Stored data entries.
• • •

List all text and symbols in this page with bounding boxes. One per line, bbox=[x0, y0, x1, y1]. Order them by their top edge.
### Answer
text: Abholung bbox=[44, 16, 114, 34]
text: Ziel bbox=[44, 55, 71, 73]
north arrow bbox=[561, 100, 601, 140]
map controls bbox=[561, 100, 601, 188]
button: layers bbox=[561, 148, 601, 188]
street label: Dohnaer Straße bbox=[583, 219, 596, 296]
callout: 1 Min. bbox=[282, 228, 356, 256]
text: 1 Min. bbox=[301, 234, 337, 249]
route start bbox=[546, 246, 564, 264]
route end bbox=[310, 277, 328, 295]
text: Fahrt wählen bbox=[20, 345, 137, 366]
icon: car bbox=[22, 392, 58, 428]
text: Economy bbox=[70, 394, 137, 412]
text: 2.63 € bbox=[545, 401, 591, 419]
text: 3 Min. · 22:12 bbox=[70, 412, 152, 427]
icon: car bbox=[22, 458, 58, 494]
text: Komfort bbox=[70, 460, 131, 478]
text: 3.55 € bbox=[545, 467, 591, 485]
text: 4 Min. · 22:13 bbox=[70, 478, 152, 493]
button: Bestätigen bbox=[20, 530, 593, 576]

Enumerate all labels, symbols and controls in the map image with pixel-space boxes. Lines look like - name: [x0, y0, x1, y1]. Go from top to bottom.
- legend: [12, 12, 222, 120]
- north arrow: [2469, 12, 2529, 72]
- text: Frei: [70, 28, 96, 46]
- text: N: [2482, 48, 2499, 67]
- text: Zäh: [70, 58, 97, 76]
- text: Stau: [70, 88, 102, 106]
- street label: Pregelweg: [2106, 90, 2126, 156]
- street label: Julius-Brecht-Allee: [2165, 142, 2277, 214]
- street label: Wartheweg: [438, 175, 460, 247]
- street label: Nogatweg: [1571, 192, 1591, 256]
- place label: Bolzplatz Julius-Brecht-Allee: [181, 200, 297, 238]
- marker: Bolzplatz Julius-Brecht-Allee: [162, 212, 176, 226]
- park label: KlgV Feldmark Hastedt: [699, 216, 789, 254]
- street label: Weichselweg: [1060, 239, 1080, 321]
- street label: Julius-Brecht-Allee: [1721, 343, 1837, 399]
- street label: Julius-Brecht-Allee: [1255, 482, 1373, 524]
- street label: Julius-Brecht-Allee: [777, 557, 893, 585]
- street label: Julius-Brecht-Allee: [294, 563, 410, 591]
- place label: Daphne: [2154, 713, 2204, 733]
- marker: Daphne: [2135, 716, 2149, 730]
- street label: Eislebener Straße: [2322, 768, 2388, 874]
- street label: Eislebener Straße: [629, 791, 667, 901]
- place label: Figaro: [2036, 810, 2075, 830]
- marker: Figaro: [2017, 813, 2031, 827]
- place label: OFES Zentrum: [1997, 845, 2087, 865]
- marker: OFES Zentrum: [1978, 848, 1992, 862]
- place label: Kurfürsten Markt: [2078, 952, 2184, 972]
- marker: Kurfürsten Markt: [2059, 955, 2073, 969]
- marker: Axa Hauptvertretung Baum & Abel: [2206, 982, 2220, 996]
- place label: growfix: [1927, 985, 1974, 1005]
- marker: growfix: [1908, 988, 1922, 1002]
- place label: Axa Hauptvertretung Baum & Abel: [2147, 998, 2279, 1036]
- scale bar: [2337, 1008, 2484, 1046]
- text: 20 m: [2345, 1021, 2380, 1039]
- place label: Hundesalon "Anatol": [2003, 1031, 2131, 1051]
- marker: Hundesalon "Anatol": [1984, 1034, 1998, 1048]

• • •

What is being asked.
The data above should be duplicated exactly and completely.

Response box.
List all text and symbols in this page with bounding boxes. One per line, bbox=[x0, y0, x1, y1]. Order them by their top edge.
### Answer
text: Abholung bbox=[44, 16, 114, 34]
text: Ziel bbox=[44, 55, 71, 73]
north arrow bbox=[561, 100, 601, 140]
map controls bbox=[561, 100, 601, 188]
button: layers bbox=[561, 148, 601, 188]
street label: Dohnaer Straße bbox=[583, 219, 596, 296]
callout: 1 Min. bbox=[282, 228, 356, 256]
text: 1 Min. bbox=[301, 234, 337, 249]
route start bbox=[546, 246, 564, 264]
route end bbox=[310, 277, 328, 295]
text: Fahrt wählen bbox=[20, 345, 137, 366]
icon: car bbox=[22, 392, 58, 428]
text: Economy bbox=[70, 394, 137, 412]
text: 2.63 € bbox=[545, 401, 591, 419]
text: 3 Min. · 22:12 bbox=[70, 412, 152, 427]
icon: car bbox=[22, 458, 58, 494]
text: Komfort bbox=[70, 460, 131, 478]
text: 3.55 € bbox=[545, 467, 591, 485]
text: 4 Min. · 22:13 bbox=[70, 478, 152, 493]
button: Bestätigen bbox=[20, 530, 593, 576]

Enumerate all labels, symbols and controls in the map image with pixel-space boxes. Lines look like - name: [x0, y0, x1, y1]. Go from top to bottom.
- legend: [12, 12, 222, 120]
- north arrow: [2469, 12, 2529, 72]
- text: Frei: [70, 28, 96, 46]
- text: N: [2482, 48, 2499, 67]
- text: Zäh: [70, 58, 97, 76]
- text: Stau: [70, 88, 102, 106]
- street label: Pregelweg: [2106, 90, 2126, 156]
- street label: Julius-Brecht-Allee: [2165, 142, 2277, 214]
- street label: Wartheweg: [438, 175, 460, 247]
- street label: Nogatweg: [1571, 192, 1591, 256]
- place label: Bolzplatz Julius-Brecht-Allee: [181, 200, 297, 238]
- marker: Bolzplatz Julius-Brecht-Allee: [162, 212, 176, 226]
- park label: KlgV Feldmark Hastedt: [699, 216, 789, 254]
- street label: Weichselweg: [1060, 239, 1080, 321]
- street label: Julius-Brecht-Allee: [1721, 343, 1837, 399]
- street label: Julius-Brecht-Allee: [1255, 482, 1373, 524]
- street label: Julius-Brecht-Allee: [777, 557, 893, 585]
- street label: Julius-Brecht-Allee: [294, 563, 410, 591]
- place label: Daphne: [2154, 713, 2204, 733]
- marker: Daphne: [2135, 716, 2149, 730]
- street label: Eislebener Straße: [2322, 768, 2388, 874]
- street label: Eislebener Straße: [629, 791, 667, 901]
- place label: Figaro: [2036, 810, 2075, 830]
- marker: Figaro: [2017, 813, 2031, 827]
- place label: OFES Zentrum: [1997, 845, 2087, 865]
- marker: OFES Zentrum: [1978, 848, 1992, 862]
- place label: Kurfürsten Markt: [2078, 952, 2184, 972]
- marker: Kurfürsten Markt: [2059, 955, 2073, 969]
- marker: Axa Hauptvertretung Baum & Abel: [2206, 982, 2220, 996]
- place label: growfix: [1927, 985, 1974, 1005]
- marker: growfix: [1908, 988, 1922, 1002]
- place label: Axa Hauptvertretung Baum & Abel: [2147, 998, 2279, 1036]
- scale bar: [2337, 1008, 2484, 1046]
- text: 20 m: [2345, 1021, 2380, 1039]
- place label: Hundesalon "Anatol": [2003, 1031, 2131, 1051]
- marker: Hundesalon "Anatol": [1984, 1034, 1998, 1048]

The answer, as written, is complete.